Since startup and for the day.

Let me know if I can help in any way
Comment 18 Aurelien Pernoud 2019-11-19 15:27:10 UTC
Of course I didn't mention that but the catalina logs is the one from tom_tst01_srv09 !
Comment 19 Mark Thomas 2019-11-19 22:23:53 UTC
Thanks for those logs. The Tomcat debug logs were useful. I'm now reasonably sure Tomcat is closing the connection because of an IOException. However, the logs don't show the exception. I have extended the debug logging to include this exception in 8.5.x and 9.0.x.

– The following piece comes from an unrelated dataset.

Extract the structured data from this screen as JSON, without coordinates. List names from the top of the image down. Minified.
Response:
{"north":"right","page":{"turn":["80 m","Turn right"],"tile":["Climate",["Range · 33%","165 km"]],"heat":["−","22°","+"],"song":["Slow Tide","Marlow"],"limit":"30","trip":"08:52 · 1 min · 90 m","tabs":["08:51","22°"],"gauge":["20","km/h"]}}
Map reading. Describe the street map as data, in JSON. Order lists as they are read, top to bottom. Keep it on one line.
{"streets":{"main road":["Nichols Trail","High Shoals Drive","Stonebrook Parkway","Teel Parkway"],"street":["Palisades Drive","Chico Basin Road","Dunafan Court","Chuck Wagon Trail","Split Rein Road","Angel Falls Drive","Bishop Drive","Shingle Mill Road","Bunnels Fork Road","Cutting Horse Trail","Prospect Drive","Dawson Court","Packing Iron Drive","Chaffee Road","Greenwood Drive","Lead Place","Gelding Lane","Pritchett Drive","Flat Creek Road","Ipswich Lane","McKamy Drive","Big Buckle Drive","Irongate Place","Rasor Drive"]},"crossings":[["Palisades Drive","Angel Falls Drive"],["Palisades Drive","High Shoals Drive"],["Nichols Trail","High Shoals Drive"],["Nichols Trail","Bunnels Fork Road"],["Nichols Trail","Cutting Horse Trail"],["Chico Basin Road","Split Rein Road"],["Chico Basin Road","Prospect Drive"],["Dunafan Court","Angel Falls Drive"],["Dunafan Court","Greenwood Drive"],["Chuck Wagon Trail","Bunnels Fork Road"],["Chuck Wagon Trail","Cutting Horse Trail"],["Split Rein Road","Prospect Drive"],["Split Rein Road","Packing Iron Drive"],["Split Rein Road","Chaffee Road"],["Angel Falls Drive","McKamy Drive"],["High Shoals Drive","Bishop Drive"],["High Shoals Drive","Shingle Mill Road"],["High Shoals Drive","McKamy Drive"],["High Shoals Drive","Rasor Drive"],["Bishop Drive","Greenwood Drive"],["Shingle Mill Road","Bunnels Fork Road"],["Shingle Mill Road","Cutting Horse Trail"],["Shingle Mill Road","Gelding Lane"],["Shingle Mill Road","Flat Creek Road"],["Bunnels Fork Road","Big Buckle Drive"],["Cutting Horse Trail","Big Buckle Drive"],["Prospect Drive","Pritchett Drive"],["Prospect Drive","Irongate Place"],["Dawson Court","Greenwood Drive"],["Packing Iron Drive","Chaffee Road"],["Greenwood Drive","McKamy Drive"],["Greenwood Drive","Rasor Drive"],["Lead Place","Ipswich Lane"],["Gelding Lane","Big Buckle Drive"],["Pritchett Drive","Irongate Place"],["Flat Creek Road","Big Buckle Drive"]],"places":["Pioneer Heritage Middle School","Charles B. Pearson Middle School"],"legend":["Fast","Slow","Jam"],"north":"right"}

To save you building from source (I wasn't sure whether you were set up for that) I've uploaded the latest build here:
http://people.apache.org/~markt/dev/apache-tomcat-9.0.30-dev.tar.gz

Usual caveats apply. This isn't an official release. Use it at your own risk and if your server catches fire it isn't our fault ;)

I really do appreciate your willingness to help track this down. Thanks again.
Comment 20 Aurelien Pernoud 2019-11-21 13:58:59 UTC
Hi Mark,

I deployed your version with FINE debug as before, so far the server didn't catch fire which is pretty cool, as soon as I have the error (kept only CI mode) I will provide you the logs.

Definitely appreciate your help on this one.
Comment 21 Aurelien Pernoud 2019-11-27 15:17:00 UTC
Hi Mark,

the error is not showing for 4 days. Is it possible that you or someone actually fixed something in this patch too from version 9.0.26 ?? Or Should I just wait a bit more...
Comment 22 Mark Thomas 2019-11-27 17:17:14 UTC
The only thing that has changed as far as I know is Tomcat no longer always does a blocking read after the CPing/CPong.

I still don't see how that could have caused the error though...

Could we give it until after the weekend to see? I'll be tagging the next set of releases then. Meanwhile, I'll see if I can see how the blocking read could trigger this.
Comment 23 Aurelien Pernoud 2019-11-28 12:12:20 UTC
There is absolutely no hurry !
I've been working for a week almost now and no errors...
I'll leave it like that in our environment for the full month, I will even try to reactivate the full mode "A" in our test environment, and if it doesn't happen anymore then I'll consider it fix ;)
Thanks
Comment 24 Aurelien Pernoud 2019-12-05 13:06:58 UTC
2 weeks now, no error anymore.
I reactivated also mode "A" for 4 days now, still no error.
I will wait more as I'm not in hurry but honestly I think we can consider you fixed it !
Comment 25 Aurelien Pernoud 2019-12-09 15:19:49 UTC
FYI I disabled the mod_jk debug to avoid having to clean it on a daily basis, I will continue to monitor with mode "A" if the issue eventually comes back but to me I would consider this one fix now ;)

Many thanks Mark
Comment 26 Mark Thomas 2019-12-10 10:35:41 UTC
OK. Thanks for all you help on this. I'm marking this as resolved but do feel free to re-open if the issue re-surfaces.